The process of buying these strictly prohibited products is no different from buying legal goods. No identity check to confirm age, no secret whisper, just a straightforward credit card transaction in exchange for these contraband items. In an interview with the Daily Mail, Brian Marlow, Australia’s director of efforts to help legalize e-cigarettes, said this shows that government attempts to regulate e-cigarettes are not working.


“What’s interesting about this ban is that single-use e-cigarettes have never been legal in Australia and have always been banned,” he said.

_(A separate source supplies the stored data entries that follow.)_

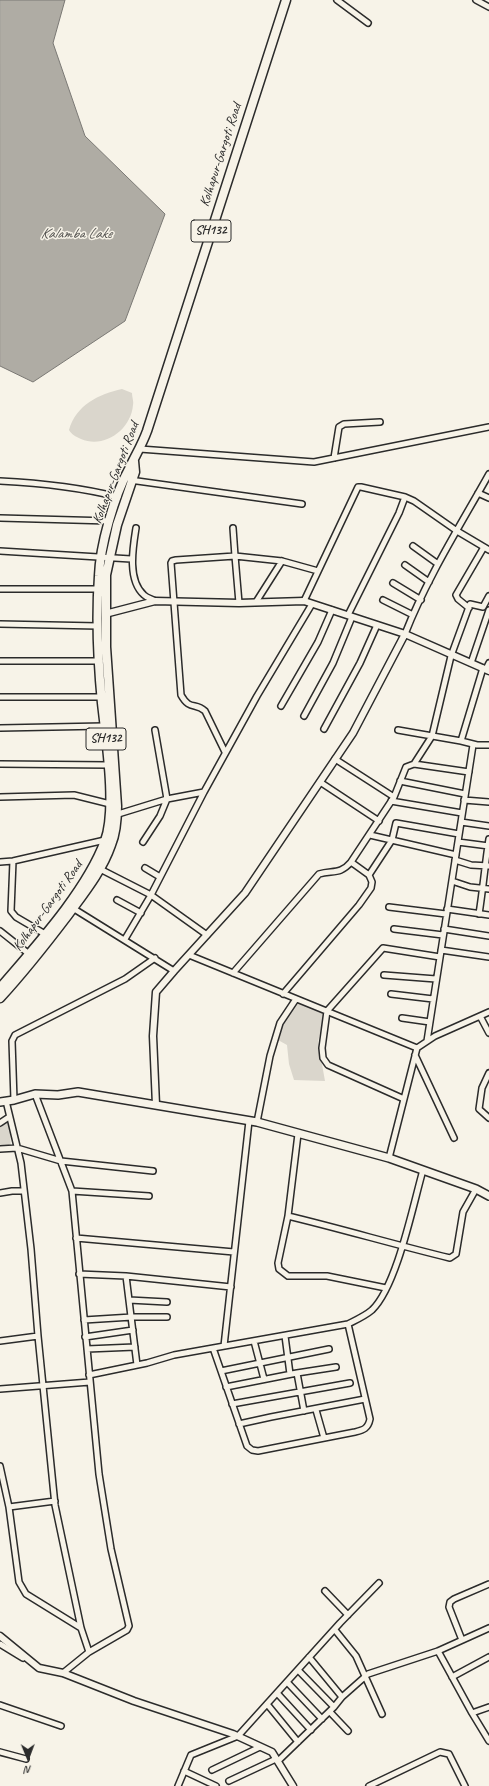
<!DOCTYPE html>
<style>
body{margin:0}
#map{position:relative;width:489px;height:1786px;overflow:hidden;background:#f7f3e8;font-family:Caveat,sans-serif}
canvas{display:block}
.north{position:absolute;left:8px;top:1738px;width:40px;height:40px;-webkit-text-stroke:3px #f7f3e8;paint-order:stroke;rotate:179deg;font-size:11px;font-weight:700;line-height:16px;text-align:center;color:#2b2b2b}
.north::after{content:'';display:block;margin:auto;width:14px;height:18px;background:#2b2b2b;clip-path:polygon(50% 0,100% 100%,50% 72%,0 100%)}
</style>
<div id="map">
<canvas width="489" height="1786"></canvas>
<div class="north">N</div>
</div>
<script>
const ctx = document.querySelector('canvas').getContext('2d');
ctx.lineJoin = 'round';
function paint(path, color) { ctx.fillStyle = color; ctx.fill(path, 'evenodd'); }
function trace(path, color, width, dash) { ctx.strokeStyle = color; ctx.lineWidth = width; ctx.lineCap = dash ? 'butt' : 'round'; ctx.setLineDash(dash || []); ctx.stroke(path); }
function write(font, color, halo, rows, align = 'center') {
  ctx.font = font + ' Caveat,sans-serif'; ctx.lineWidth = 3; ctx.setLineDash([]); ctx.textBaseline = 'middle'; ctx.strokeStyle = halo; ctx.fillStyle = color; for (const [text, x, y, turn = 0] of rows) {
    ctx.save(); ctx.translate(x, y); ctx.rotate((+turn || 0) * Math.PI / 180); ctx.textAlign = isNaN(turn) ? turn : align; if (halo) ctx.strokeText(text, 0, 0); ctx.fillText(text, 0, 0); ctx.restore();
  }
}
paint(new Path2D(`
 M 122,389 L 132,393 C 132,397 134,402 133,405 C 131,430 104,449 81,439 C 75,436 72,435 69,430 C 76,405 99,394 122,389 Z
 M 297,1002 L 324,1014 L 318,1042 L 325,1081 L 294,1080 L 289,1064 L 287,1045 L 278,1040 L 282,1025 Z
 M 9,1117 L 11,1148 L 0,1149 L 0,1125 Z`), '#dad6cc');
const water = new Path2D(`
 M 0,0 L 65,0 L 53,43 L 85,136 L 165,214 L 125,321 L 33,382 L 0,366 Z`);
paint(water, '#afaca4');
trace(water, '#7a7874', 1);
const minor = new Path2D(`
 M 337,0 L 368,23
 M 476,0 L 489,7
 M 140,449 L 314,462 L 489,427
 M 334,458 L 339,427 L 344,424 L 380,422
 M 130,480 L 302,504
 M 0,481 C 40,483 79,487 118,497
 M 478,493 L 489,498
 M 0,518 L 110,521
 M 136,528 C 133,547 127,580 144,595 C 147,598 152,599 155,601
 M 413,546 L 438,564
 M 0,551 L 131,559
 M 405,565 L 429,582
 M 393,583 L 421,600
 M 0,589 L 99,589
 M 383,600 L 413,615
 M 304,601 L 358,487 L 361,487 L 405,497 L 414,501 L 457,531 L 489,550
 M 256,602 L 282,561
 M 239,603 L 235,556 L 282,561 L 318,571
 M 469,608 L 458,599 L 456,595 L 484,547
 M 348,615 L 399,513 L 405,497
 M 0,624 L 98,626
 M 405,634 C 427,578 460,526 489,474
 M 0,661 L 100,661
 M 471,663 L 489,610
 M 483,668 L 461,741 L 477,745 L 489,745
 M 486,669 L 489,663
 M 0,697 L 102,697
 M 281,706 L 318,642 L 332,610
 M 304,716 L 333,663 L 352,617
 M 0,728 L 104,726
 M 324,729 L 360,663 L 377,625
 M 398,730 L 461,741
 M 225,752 L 205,711 C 195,702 190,711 181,695 L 171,563 L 172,561 L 176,560 L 235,556 L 233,528
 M 335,759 L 394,797
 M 0,764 L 108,765
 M 414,764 L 432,736 L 451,656 L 470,604 L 483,607 L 489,596
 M 400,781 L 465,794
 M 320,782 L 379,821
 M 204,792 L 151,895 L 207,935
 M 0,797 L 74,795 L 110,804
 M 464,800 L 489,802
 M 391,801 L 462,813
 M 115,815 L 167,799 L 155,730
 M 461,822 L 489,826
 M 459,834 L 396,823 L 392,840 L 369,875 L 351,862 L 394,797 L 406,767 L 414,764 L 469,772
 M 370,835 L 456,855
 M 143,842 L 160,816 L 167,799 L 204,792 L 257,696 L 312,604
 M 458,842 L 489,846
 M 455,860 L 471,865 L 489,866
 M 13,861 L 11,911 L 16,917 L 45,934
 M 0,862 L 13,861 L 105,840
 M 98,868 L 151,895 L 125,939
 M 145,868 L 160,877
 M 452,881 L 470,887 L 489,889
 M 117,900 L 141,913
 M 71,907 L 174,971
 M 389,907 L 446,914
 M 447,909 L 489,915
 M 479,914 C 483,889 485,864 489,839
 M 394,929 L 443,935
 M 444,929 L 489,936
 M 0,931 L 29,954
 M 441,950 L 489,957
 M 189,955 L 417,1048
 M 233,973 L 319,874 C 333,870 340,875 351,862
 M 384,975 L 436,979
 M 283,994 L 359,905 L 371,888 L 372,882 L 369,875
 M 391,994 L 433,999
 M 480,1016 L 489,1033
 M 402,1018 L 430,1022
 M 427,1041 L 473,745
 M 415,1055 L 454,1138
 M 489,1073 L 482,1088 L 479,1109 L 489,1118
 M 35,1094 L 72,1191 L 99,1474 L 111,1549 L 129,1626 L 127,1630 L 89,1652
 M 404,1099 L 328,1065 L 323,1058 L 322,1048 L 327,1011 L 383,948 L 440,957
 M 14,1100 L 12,1041 L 15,1035 L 125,979 L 155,958
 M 6,1101 L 21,1163 L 31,1249 L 38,1336 L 55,1505 L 81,1628 L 89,1652 L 63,1673
 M 257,1122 L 270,1056 L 280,1023 L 296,999
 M 0,1123 L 9,1117
 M 298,1134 L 288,1216 L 278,1263 L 279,1269 L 288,1276 L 327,1276 L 386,1288
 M 0,1149 L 17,1148 L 61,1161 L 153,1171
 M 389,1158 L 417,1048 L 435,1036 L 489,1012
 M 72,1191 L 149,1196
 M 0,1193 L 12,1191 L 24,1191
 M 288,1216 C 342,1229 396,1245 450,1258 L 456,1254 L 463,1212 L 476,1189
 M 76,1238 L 234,1252
 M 79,1274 L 126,1276 L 231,1287
 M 126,1276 L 137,1365
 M 129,1300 L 167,1302
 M 84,1320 L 132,1317 L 167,1317
 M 285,1336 L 290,1374
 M 85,1337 L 133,1330
 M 0,1341 L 38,1336
 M 254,1341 L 264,1379
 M 224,1346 L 249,1121
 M 213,1348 L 247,1446 L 252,1450 L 258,1451 L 355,1432 C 363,1430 368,1429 370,1419 L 348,1324
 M 87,1349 L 135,1347
 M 221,1371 L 329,1349
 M 297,1373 L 304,1411
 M 89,1375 L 147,1363 L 174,1355 L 348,1324 C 356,1320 365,1316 372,1310 C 397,1286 413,1205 423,1170
 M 226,1387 L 297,1373 L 336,1367
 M 0,1389 L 90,1382
 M 232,1404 L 350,1383
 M 316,1410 L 324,1438
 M 239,1424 L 271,1417 L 365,1399
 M 0,1466 L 9,1507 L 19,1582 L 26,1594 L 81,1628
 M 9,1507 L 55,1501
 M 325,1591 L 348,1615
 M 489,1628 L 438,1651 L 472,1713 L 489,1707
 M 335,1630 L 356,1656 L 382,1714
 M 462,1640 L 449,1607 L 450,1602 L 454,1599 L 489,1584
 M 0,1644 L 23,1658
 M 309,1657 L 342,1697
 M 298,1670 L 334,1707
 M 452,1677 L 489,1657
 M 287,1682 L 322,1719
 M 277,1693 L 311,1730
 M 267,1704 L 298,1742
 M 0,1705 L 61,1726
 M 330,1712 L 348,1731
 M 472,1713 L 489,1741
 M 0,1752 L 26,1759
 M 278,1761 L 334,1707 L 342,1697 L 368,1674 L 438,1651
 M 212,1770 L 260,1747
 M 184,1771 L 216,1786
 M 229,1781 L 276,1759
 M 178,1786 L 191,1755 L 238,1736 L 340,1623 L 379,1583
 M 369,1786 L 440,1752 L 449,1754 L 465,1786`);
const tertiary = new Path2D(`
 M 105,614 L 155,601 L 239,603 L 304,601 L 405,634 L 489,671
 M 156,1105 L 153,1036 L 156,992 L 174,971 L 245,893 L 353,733 L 405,634
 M 0,1636 L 39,1668 L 63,1673 L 134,1701 L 233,1734 L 272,1752 L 293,1786`);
const secondary = new Path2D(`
 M 0,1102 L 14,1100 L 35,1094 L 58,1095 L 78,1092 L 257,1122 L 389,1158 L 476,1189 L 489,1196`);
const primary = new Path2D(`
 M 0,988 C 35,947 86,892 105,841 C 117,808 106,740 102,703 C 98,662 96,618 99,576 C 100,546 114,496 129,469 C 135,456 142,445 147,431 L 286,0
 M 0,998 C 24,972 46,944 68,915 C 84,893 102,871 111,845 C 116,833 117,818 117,806 L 106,647 L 106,575 L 117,525 L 135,472 L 134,461`);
trace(minor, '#2b2b2b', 8);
trace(tertiary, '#2b2b2b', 9);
trace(secondary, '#2b2b2b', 10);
trace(primary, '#2b2b2b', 11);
trace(minor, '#f7f3e8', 5);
trace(tertiary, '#f7f3e8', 6);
trace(secondary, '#f7f3e8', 7);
trace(primary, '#f7f3e8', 8);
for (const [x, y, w] of [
 [211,231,40],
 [106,739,40]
]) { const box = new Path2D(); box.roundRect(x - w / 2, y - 11, w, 22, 3); ctx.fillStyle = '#f7f3e8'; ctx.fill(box); trace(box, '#2b2b2b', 1); }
write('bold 13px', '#2b2b2b', null, [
 ["SH132",211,231],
 ["SH132",106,739]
]);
write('14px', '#2b2b2b', '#f7f3e8', [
 ["Kolhapur-Gargoti Road",221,155,-72],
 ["Kolhapur-Gargoti Road",116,473,-69],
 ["Kolhapur-Gargoti Road",48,906,-54]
]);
write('italic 15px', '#53524f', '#f7f3e8', [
 ["Kalamba Lake",76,234]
]);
</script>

In 2021, the Morrison government banned any Australian from buying or importing nicotine vapes or e-cigarettes without a doctor’s prescription. This brings the import requirements in line with Australia’s ban on the sale of nicotine e-cigarettes under state and territory laws.


However, many retailers and manufacturers try to avoid this law and regulation by falsely claiming that their products do not contain nicotine. Under the new ban, retailers have the right to sell non-nicotine stocks imported before this year.


From March 1, all non-therapeutic vapes and e-cigarettes for personal use will be banned from import. In line with the import rule changes, a new browsing mechanism will be established to enable doctors and nurses to prescribe therapeutic e-cigarettes on appropriate premises. Mr Marlow said the bans only allowed retailers to take the risk of increased imports and sales and charge customers more for vapes.


He also said criminal gangs importing e-cigarettes from China and selling them to retailers could also increase their profits. “More than 90 percent of e-cigarettes in Australia are black market,” he said.


For more than a million vaping users in Australia, you’re looking at a multi-billion dollar industry that the federal government has no real plan to legalize. “We are the only country in the world that faces such a serious problem,” he said


Marlow also said that such addictive e-cigarettes, such as IGET, are manufactured in China but are banned in the country and rarely used by residents. “But here we are keen to use it and have no problem exporting to Australia,” he said. Because we don’t have the right market regulation, we’re willing to break the law and face criminal charges. They’re willing to sell it to kids. We get criminals to take action.” Marlow said market restrictions, product standards, retailer licensing, and heavy fines for minors have also helped eliminate the black market.


Marlow said Australia should follow the lead of New Zealand, the UK, and other parts of the world in dealing with e-cigarette regulations. “Allow the sale of high-quality e-cigarettes and the same as other products that we regulate, such as wine,” he said.


“Doing so would give adults access to products that are safer than what you might see in illegal Chinese disposable products with high amounts of nicotine.”


“It will also break up the rampant black market for e-cigarettes created by the government.” However, Simon Chapman, professor of public health at the University of Sydney, said e-cigarettes needed to be strictly regulated and opposed calling the reform a “ban”. He said: “E-cigarettes are not banned, but they should always be strictly regulated. Anyone who says e-cigarettes are banned may also believe that every prescription drug made in Australia is banned as well.”


At present, the government is cracking down on the increase in vaping browsing by minors and the reason that new non-smokers are starting to use nicotine vapes. In a speech to the National Press Club in May 2023, Butler said, “E-cigarettes are not entertainment products, especially for our children. That’s what vapes are now.”


Butler blamed the previous coalition government for creating the perfect conditions for a rampant illegal market by saying they did not strictly follow legal prescriptions for e-cigarette imports and smokers.